[ABOUT THIS TASK]
Among the records below, one line contains "2H6L4.5 2H-2.5L-4.4-4H-6ZM-1.5 3.2a1.3"; copy that line and all that follow it, exactly as written.

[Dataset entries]
● ● ● ●

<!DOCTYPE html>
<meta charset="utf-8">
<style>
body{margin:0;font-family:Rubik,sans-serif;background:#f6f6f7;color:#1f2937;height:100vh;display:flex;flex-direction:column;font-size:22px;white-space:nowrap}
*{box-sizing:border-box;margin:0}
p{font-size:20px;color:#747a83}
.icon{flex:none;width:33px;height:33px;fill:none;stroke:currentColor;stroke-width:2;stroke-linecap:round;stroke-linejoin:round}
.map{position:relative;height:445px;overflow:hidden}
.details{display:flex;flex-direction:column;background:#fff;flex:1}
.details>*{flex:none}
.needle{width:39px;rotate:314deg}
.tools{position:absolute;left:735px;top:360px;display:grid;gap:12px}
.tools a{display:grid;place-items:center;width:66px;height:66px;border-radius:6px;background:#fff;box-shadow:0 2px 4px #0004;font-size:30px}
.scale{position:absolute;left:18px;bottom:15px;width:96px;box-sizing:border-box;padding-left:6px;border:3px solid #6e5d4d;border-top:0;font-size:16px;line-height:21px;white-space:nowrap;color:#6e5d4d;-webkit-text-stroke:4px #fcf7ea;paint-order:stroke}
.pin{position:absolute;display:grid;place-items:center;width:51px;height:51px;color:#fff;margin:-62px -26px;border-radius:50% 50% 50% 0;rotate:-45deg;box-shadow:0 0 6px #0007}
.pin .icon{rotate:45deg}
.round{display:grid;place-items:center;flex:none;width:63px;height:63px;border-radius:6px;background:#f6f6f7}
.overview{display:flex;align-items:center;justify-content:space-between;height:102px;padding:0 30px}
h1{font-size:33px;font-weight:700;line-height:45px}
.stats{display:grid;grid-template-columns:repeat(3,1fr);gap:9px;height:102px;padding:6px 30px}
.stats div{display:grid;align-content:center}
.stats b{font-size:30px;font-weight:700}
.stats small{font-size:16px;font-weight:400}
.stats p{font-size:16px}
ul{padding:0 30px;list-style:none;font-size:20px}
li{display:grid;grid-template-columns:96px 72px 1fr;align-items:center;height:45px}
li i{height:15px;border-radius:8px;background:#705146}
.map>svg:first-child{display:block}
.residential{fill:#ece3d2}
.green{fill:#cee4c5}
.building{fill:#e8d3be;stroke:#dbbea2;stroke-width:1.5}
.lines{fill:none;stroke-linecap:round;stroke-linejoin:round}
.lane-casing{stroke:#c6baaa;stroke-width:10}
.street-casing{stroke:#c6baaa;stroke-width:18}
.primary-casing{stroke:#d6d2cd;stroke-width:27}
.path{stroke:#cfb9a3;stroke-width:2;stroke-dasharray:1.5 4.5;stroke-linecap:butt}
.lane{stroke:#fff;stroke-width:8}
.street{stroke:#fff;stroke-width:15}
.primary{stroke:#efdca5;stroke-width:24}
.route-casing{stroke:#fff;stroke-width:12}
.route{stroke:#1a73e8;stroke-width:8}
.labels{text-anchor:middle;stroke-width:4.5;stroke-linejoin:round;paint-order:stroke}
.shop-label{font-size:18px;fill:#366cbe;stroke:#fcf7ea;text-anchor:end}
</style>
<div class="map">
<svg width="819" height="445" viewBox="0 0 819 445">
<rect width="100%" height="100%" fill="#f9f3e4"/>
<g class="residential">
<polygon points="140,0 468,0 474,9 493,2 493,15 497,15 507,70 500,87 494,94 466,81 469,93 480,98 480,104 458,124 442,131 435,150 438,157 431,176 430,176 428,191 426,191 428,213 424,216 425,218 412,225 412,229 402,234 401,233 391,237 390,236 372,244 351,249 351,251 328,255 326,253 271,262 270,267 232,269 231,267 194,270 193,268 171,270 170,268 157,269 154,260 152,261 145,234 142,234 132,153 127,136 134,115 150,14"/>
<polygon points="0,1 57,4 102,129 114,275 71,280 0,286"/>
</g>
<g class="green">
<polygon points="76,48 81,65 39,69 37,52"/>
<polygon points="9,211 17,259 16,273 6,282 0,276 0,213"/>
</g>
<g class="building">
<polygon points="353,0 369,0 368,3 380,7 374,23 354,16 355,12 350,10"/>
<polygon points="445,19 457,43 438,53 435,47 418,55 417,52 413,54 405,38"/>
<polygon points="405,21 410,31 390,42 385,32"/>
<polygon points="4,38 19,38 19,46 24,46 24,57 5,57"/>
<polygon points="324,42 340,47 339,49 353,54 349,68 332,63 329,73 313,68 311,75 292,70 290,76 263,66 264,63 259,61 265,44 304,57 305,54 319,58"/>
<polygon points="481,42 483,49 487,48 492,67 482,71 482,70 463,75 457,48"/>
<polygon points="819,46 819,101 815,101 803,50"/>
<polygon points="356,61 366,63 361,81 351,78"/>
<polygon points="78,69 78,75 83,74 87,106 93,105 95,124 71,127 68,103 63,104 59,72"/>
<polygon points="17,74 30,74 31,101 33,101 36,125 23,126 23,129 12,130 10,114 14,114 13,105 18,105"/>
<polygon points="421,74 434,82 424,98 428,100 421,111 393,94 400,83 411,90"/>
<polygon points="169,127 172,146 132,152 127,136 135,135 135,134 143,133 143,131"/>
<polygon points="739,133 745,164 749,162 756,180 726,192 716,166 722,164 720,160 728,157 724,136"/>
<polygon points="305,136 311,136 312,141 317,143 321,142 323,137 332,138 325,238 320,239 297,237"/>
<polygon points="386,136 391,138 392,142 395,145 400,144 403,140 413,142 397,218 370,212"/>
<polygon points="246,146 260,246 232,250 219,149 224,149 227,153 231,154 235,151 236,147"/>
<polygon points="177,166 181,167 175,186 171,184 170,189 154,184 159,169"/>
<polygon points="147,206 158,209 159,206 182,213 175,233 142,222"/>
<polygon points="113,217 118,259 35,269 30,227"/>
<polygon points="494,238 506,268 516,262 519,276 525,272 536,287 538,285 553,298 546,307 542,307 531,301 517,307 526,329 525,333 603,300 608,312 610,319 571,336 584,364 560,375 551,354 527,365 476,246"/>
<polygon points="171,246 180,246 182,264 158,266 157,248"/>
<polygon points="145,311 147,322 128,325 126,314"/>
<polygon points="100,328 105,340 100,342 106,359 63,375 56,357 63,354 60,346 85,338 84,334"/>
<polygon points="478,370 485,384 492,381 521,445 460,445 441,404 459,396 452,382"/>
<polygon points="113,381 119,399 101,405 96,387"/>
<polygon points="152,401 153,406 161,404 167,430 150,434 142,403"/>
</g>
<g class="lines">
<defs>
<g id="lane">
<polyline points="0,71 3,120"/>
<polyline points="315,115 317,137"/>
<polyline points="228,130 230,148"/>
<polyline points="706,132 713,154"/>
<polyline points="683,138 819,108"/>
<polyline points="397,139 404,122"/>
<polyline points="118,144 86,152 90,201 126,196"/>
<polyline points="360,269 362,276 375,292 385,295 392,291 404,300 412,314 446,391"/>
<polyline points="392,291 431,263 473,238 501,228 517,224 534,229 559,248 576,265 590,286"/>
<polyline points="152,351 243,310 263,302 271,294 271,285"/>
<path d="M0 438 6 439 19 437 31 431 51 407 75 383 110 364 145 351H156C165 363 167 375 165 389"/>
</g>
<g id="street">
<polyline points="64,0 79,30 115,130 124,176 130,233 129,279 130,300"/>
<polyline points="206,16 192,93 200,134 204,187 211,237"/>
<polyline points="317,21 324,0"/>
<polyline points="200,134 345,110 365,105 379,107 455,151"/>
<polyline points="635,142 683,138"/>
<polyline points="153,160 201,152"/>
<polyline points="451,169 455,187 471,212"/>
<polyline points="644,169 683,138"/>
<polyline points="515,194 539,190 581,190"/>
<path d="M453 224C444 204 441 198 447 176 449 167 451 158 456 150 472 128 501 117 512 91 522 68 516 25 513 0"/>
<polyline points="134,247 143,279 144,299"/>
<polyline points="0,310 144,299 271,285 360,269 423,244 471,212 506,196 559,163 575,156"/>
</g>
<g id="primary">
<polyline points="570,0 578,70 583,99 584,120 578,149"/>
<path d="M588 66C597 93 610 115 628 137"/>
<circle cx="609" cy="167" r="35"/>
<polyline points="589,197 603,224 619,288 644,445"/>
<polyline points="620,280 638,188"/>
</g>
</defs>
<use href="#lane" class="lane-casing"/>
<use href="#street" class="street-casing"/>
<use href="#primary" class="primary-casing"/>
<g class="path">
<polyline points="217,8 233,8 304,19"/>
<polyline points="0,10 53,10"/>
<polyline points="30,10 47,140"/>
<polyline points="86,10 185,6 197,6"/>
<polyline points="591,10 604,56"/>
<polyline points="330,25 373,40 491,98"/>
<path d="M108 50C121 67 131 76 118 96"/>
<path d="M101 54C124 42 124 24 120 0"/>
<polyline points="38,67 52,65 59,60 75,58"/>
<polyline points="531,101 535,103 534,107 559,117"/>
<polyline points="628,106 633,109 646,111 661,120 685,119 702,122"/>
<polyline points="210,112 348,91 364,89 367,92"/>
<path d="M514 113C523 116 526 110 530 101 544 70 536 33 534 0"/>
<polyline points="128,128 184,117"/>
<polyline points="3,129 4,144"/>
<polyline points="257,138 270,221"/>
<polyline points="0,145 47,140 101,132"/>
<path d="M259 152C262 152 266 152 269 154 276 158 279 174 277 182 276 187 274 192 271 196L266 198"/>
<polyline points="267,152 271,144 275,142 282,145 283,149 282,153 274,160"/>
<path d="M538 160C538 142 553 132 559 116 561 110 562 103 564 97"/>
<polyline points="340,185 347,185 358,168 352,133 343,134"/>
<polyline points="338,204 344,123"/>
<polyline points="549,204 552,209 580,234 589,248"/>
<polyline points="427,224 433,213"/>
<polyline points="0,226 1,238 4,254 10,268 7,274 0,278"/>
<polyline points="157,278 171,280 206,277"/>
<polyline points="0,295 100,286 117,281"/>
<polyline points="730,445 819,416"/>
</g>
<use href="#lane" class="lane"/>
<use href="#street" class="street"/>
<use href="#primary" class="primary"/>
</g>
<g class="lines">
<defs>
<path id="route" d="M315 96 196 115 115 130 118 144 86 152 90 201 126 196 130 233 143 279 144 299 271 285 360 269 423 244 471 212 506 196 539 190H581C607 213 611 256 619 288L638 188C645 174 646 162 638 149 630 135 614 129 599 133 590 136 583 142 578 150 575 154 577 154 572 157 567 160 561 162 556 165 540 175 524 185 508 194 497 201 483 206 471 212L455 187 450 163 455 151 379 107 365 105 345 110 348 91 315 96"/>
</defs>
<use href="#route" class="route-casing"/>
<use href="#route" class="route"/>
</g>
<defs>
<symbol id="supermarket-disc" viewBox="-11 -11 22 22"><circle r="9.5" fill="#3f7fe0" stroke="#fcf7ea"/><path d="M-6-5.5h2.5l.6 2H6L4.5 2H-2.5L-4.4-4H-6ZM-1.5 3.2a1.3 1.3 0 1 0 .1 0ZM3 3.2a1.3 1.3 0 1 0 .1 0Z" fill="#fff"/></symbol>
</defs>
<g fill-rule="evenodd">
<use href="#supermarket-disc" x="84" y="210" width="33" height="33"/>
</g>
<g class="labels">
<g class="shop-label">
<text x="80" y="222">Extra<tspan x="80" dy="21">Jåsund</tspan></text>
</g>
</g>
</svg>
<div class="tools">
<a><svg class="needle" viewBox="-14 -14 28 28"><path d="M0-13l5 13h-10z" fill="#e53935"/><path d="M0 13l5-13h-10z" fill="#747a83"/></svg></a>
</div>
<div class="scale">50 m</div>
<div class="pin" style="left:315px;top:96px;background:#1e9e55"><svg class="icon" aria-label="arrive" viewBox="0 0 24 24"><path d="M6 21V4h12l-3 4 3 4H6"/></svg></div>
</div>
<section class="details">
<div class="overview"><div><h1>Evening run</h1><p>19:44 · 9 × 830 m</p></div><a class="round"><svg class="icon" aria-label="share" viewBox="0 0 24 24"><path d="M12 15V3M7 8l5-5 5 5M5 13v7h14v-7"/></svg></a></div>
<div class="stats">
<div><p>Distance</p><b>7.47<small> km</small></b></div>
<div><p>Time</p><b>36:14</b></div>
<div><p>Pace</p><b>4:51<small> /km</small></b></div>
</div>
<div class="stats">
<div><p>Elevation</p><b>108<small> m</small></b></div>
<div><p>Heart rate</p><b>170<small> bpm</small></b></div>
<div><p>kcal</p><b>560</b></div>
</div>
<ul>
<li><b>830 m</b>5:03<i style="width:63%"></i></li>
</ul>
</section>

● ● ● ●

[RESULT BELOW]
<symbol id="supermarket-disc" viewBox="-11 -11 22 22"><circle r="9.5" fill="#3f7fe0" stroke="#fcf7ea"/><path d="M-6-5.5h2.5l.6 2H6L4.5 2H-2.5L-4.4-4H-6ZM-1.5 3.2a1.3 1.3 0 1 0 .1 0ZM3 3.2a1.3 1.3 0 1 0 .1 0Z" fill="#fff"/></symbol>
</defs>
<g fill-rule="evenodd">
<use href="#supermarket-disc" x="84" y="210" width="33" height="33"/>
</g>
<g class="labels">
<g class="shop-label">
<text x="80" y="222">Extra<tspan x="80" dy="21">Jåsund</tspan></text>
</g>
</g>
</svg>
<div class="tools">
<a><svg class="needle" viewBox="-14 -14 28 28"><path d="M0-13l5 13h-10z" fill="#e53935"/><path d="M0 13l5-13h-10z" fill="#747a83"/></svg></a>
</div>
<div class="scale">50 m</div>
<div class="pin" style="left:315px;top:96px;background:#1e9e55"><svg class="icon" aria-label="arrive" viewBox="0 0 24 24"><path d="M6 21V4h12l-3 4 3 4H6"/></svg></div>
</div>
<section class="details">
<div class="overview"><div><h1>Evening run</h1><p>19:44 · 9 × 830 m</p></div><a class="round"><svg class="icon" aria-label="share" viewBox="0 0 24 24"><path d="M12 15V3M7 8l5-5 5 5M5 13v7h14v-7"/></svg></a></div>
<div class="stats">
<div><p>Distance</p><b>7.47<small> km</small></b></div>
<div><p>Time</p><b>36:14</b></div>
<div><p>Pace</p><b>4:51<small> /km</small></b></div>
</div>
<div class="stats">
<div><p>Elevation</p><b>108<small> m</small></b></div>
<div><p>Heart rate</p><b>170<small> bpm</small></b></div>
<div><p>kcal</p><b>560</b></div>
</div>
<ul>
<li><b>830 m</b>5:03<i style="width:63%"></i></li>
</ul>
</section>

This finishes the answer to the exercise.